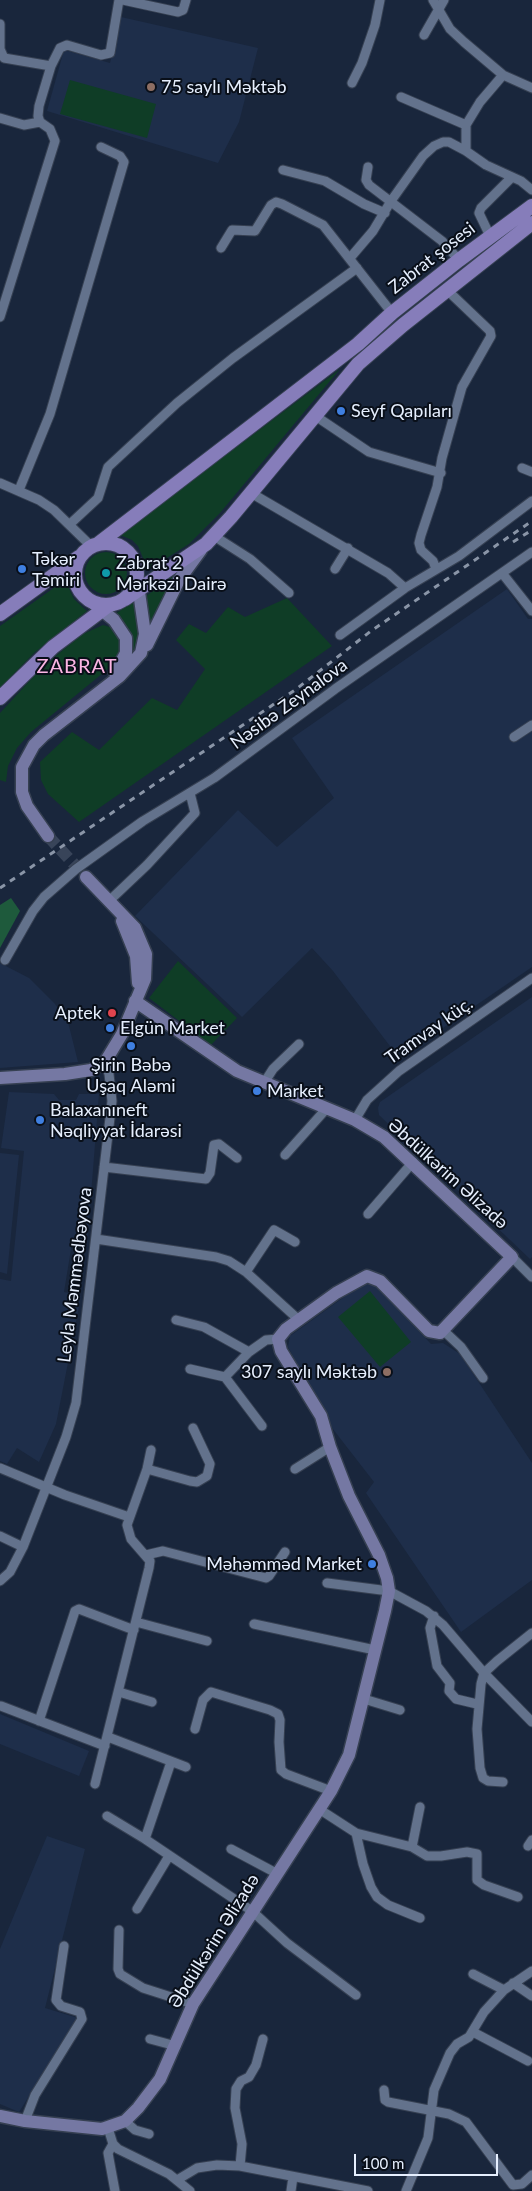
<!DOCTYPE html>
<meta charset="utf-8">
<style>
body{margin:0}
#map{position:relative;width:532px;height:2191px;overflow:hidden;background:#19263c;font-family:Lato,sans-serif}
canvas{display:block}
.scale{position:absolute;left:354px;top:2154px;width:144px;height:22px;box-sizing:border-box;border:2px solid #e6effe;border-top:0;padding-left:6px;font-size:15px;line-height:18px;white-space:nowrap;color:#e6effe;-webkit-text-stroke:4px #090f19;paint-order:stroke}
</style>
<div id="map">
<canvas width="532" height="2191"></canvas>
<div class="scale">100 m</div>
</div>
<script>
const ctx = document.querySelector('canvas').getContext('2d');
ctx.lineJoin = 'round';
function fill(path, color) { ctx.fillStyle = color; ctx.fill(path, 'evenodd'); }
const shape = rows => new Path2D(rows.map(r => 'M' + r).join(''));
function trace(path, color, width, dash) { ctx.strokeStyle = color; ctx.lineWidth = width; ctx.lineCap = dash ? 'butt' : 'round'; ctx.setLineDash(dash || []); ctx.stroke(path); }
function label(font, color, halo, rows, align = 'center') {
  ctx.font = font + ' Lato,sans-serif'; ctx.lineWidth = 4; ctx.setLineDash([]); ctx.textBaseline = 'middle'; ctx.strokeStyle = halo; ctx.fillStyle = color; for (const [text, x, y, turn = 0] of rows) {
    ctx.save(); ctx.translate(x, y); ctx.rotate((+turn || 0) * Math.PI / 180); ctx.textAlign = isNaN(turn) ? turn : align; if (halo) ctx.strokeText(text, 0, 0); ctx.fillText(text, 0, 0); ctx.restore();
  }
}
const built = shape([
 [121,17,258,48,239,122,218,163,47,111,64,50,110,63],
 [507,589,528,619,532,619,532,967,399,1058,333,971,312,948,242,1017,135,916,238,810,277,847,334,798,292,738],
 [0,963,29,978,55,1004,68,1022,78,1062,0,1068],
 [532,997,532,1257,530,1259,379,1115,378,1108,380,1102],
 [9,1092,54,1094,59,1100,76,1100,79,1094,99,1094,87,1245,72,1243,64,1292,81,1296,56,1424,39,1462,17,1448,7,1464,0,1461,0,1279,11,1281,24,1151,1,1148],
 [0,1153,19,1155,7,1274,0,1272],
 [362,1284,370,1284,377,1287,431,1344,443,1343,460,1354,532,1463,532,1580,461,1632,366,1493,374,1482,329,1424,288,1347,290,1336],
 [0,1714,89,1751,79,1776,0,1744],
 [47,1836,85,1849,45,2008,78,2018,19,2112,0,2104,0,1949]
]);
const green = shape([
 [70,80,156,104,147,138,60,114],
 [340,369,220,513,189,544,148,570,138,546,132,540,120,535],
 '85 573a21 21 0 1 1 42 0a21 21 0 1 1-42 0Z',
 [175,574,176,576,152,623,149,622,145,597],
 [65,580,74,599,87,611,34,653,0,688,0,626],
 [287,598,332,646,79,822,48,794,41,780,40,762,72,732,99,750,152,698,177,710,205,669,176,640,189,624,206,633,228,607,245,617],
 [133,602,141,633,136,652,132,654,133,638,129,629,115,614],
 [103,625,110,627,121,642,120,652,114,664,31,732,17,748,8,766,6,782,0,780,0,713,36,674,58,654,83,634],
 [178,961,237,1018,211,1045,149,998],
 [370,1291,411,1342,380,1367,338,1317]
]);
const forest = shape([
 [11,898,20,911,0,948,0,905]
]);
const secondaryTunnel = shape([
 [48,836,85,876]
]);
const street = shape([
 [123,0,178,12,183,10,186,0],
 [433,0,450,29,464,42,503,75,532,88],
 [0,24,0,49,4,58,51,66],
 [424,35,444,0],
 [352,83,362,63,375,25,380,0],
 [401,97,466,125],
 [0,118,24,125,40,122],
 [466,151,466,125,480,102,503,75],
 [368,167,366,180,369,185,442,241,459,260],
 [283,170,325,181,364,204,385,213],
 [490,236,479,213,481,208,512,177],
 [221,248,232,230,255,231,271,205,276,202,282,204,323,225,392,313],
 [350,258,373,231,391,201,423,156,434,146,443,142,449,142,466,151,486,165,521,181,532,190],
 [0,317,55,141,50,129,40,122,38,116,39,106,51,66,60,48,67,45,101,55,110,53,119,0],
 [314,415,369,452,441,473],
 [522,468,532,472],
 [0,483,39,500,54,510,91,546],
 [19,490,50,414,124,162,120,156,101,147],
 [251,493,388,573,405,588],
 [70,524,98,498,108,467,177,403,233,358,357,268],
 [214,536,250,559,289,593],
 [335,569,348,548],
 [436,569,433,561,421,550,419,543,421,535,437,487,442,458,462,387,491,336,490,331,447,290],
 [502,573,532,611],
 [340,635,405,588,459,556,532,501],
 [514,737,532,725],
 [109,901,147,865,195,813,190,793],
 [5,960,33,911,44,897,76,869,143,821,214,778,335,689,532,552],
 [264,1083,273,1069,299,1044],
 [355,1120,367,1100,399,1071,532,978],
 [285,1155,327,1108],
 [104,1167,206,1179,210,1173,214,1145,219,1144,237,1158],
 [368,1214,413,1162],
 [96,1239,216,1257,229,1261,246,1272,299,1320],
 [512,1257,532,1277],
 [246,1272,274,1230,295,1242],
 [176,1320,204,1327,249,1352],
 [444,1331,461,1347,483,1378],
 [190,1369,225,1377],
 [262,1426,225,1377,249,1352,266,1340,278,1339],
 [0,1468,65,1495,129,1517],
 [147,1469,190,1481,197,1482,207,1476,210,1464,193,1428],
 [295,1469,330,1447],
 [0,1536,23,1547],
 [146,1555,163,1551,266,1578,269,1576,285,1552],
 [0,1581,10,1572,23,1547,66,1437,76,1403,112,1101,109,1074,105,1062],
 [327,1583,389,1591,426,1611,443,1625,484,1673,532,1722],
 [434,1616,430,1628,437,1666,450,1683,449,1691,456,1699,477,1704],
 [136,1622,207,1641],
 [254,1624,375,1650],
 [119,1692,152,1702],
 [364,1699,400,1710],
 [1,1706,105,1746],
 [39,1721,75,1611,79,1609,134,1630],
 [195,1729,203,1700,211,1692,270,1710,278,1714,280,1720,279,1742,281,1770,286,1774,331,1791],
 [108,1737,186,1767],
 [503,1782,488,1781,483,1778,480,1768,477,1729,481,1684,484,1673,497,1661,532,1633],
 [95,1784,149,1568,150,1561,131,1539,127,1525,147,1469,151,1450],
 [319,1809,356,1833,412,1847,427,1856,441,1856,467,1852,477,1854,477,1880,484,1885,518,1897],
 [107,1816,145,1839,252,1911,287,1943,356,1995],
 [356,1833,363,1864,371,1887,377,1897,388,1905,420,1918],
 [145,1839,171,1762],
 [528,1846,532,1840],
 [412,1847,420,1807],
 [231,1849,276,1873],
 [137,1909,169,1856],
 [119,1930,118,1969,120,1974,143,1988,193,2004],
 [473,1974,504,1990],
 [513,1983,532,1996],
 [473,2032,528,2061],
 [150,2039,176,2046],
 [384,2090,385,2100,388,2102,449,2114,466,2122,513,2185,522,2184,532,2175],
 [25,2121,35,2095,82,2019,80,2012,61,2006,56,2000,64,1946],
 [125,2121,135,2130,149,2134],
 [108,2128,113,2144,118,2149,169,2174,190,2191],
 [113,2144,108,2153,115,2191],
 [240,2166,242,2144,235,2108,236,2089,241,2081,249,2077,256,2065,263,2039],
 [177,2180,197,2168,217,2165,240,2166,368,2191],
 [291,2191,293,2177],
 [406,2191,428,2138,434,2090,450,2053,457,2044,469,2037,484,2012,504,1990,532,1971]
]);
const secondary = shape([
 [92,602,114,620,126,638,126,653,115,673],
 [147,645,179,580,201,550],
 [48,836,27,806,22,792,22,767,34,745,44,735,120,676,141,653,145,634,137,578],
 [122,921,136,956,138,983],
 [0,1078,65,1074,91,1070,105,1062,122,1034,145,979,146,954,135,928,86,877],
 [0,2116,25,2121,102,2129,125,2121,138,2108,160,2079,193,2004,331,1791,349,1755,385,1611,389,1591,387,1578,379,1555,349,1496,330,1447,321,1416,281,1351,278,1339,286,1329,336,1293,367,1276,380,1281,429,1331,440,1333,512,1257,384,1137,355,1120,237,1071,135,1001]
]);
const primary = shape([
 '75 574a31 31 0 1 1 62 0a31 31 0 1 1-62 0Z',
 [99,543,358,344,392,313,459,260,532,206],
 [125,599,206,544,231,517,358,364,403,325,532,223],
 [0,614,79,557],
 [0,698,53,647,109,605]
]);
const rail = shape([
 [513,542,532,530],
 [0,888,295,690,371,631,532,521]
]);
const markers = [
 [151,87,5,"#8d6e63"],
 [341,411,5,"#3f7fe0"],
 [22,569,5,"#3f7fe0"],
 [106,573,5,"#0f9aa8"],
 [112,1013,5,"#e0444e"],
 [110,1028,5,"#3f7fe0"],
 [131,1046,5,"#3f7fe0"],
 [257,1091,5,"#3f7fe0"],
 [40,1120,5,"#3f7fe0"],
 [387,1372,5,"#8d6e63"],
 [372,1564,5,"#3f7fe0"]
];
const poiNames = [
 ["75 saylı Məktəb",161,87],
 ["Seyf Qapıları",351,411],
 ["Təkər",32,559],
 ["Təmiri",32,580],
 ["Zabrat 2",116,563],
 ["Mərkəzi Dairə",116,584],
 ["Aptek",102,1013,"right"],
 ["Elgün Market",120,1028],
 ["Şirin Bəbə",131,1065,"center"],
 ["Uşaq Aləmi",131,1086,"center"],
 ["Market",267,1091],
 ["Balaxanıneft",50,1110],
 ["Nəqliyyat İdarəsi",50,1131],
 ["307 saylı Məktəb",377,1372,"right"],
 ["Məhəmməd Market",362,1564,"right"]
];
const streetNames = [
 ["Zabrat şosesi",432,258,-38],
 ["Nəsibə Zeynalova",289,704,-36],
 ["Tramvay küç.",429,1031,-35],
 ["Əbdülkərim Əlizadə",448,1174,42],
 ["Leyla Məmmədbəyova",75,1275,-83],
 ["Əbdülkərim Əlizadə",214,1941,-58]
];
const quarterNames = [
 ["ZABRAT",77,667]
];
fill(built, '#1e2e4a');
fill(green, '#0f3d26');
fill(forest, '#1e5a3c');
trace(secondaryTunnel, '#384459', 12, [12, 6]);
trace(street, '#364052', 11);
trace(secondary, '#364052', 15);
trace(primary, '#364052', 16);
trace(street, '#63728c', 9);
trace(secondary, '#7578a3', 12);
trace(primary, '#867dba', 14);
trace(rail, '#8a95a7', 3, [6, 6]);
for (const [x, y, r, color] of markers) { const dot = new Path2D(); dot.arc(x, y, r, 0, 2 * Math.PI); ctx.fillStyle = color; ctx.fill(dot); trace(dot, '#090f19', 2); }
label('18px', '#e6effe', '#090f19', poiNames, 'left');
label('18px', '#e6effe', '#090f19', streetNames);
ctx.letterSpacing = '1px';
label('20px', '#fbb5e3', '#090f19', quarterNames);
ctx.letterSpacing = '0px';
</script>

------------------------------------------------

■ **Exercise objective**: Return each line of the material above in which the string "Məktəb" appears.

■ **Solution to the problem**:
 ["75 saylı Məktəb",161,87],
 ["307 saylı Məktəb",377,1372,"right"],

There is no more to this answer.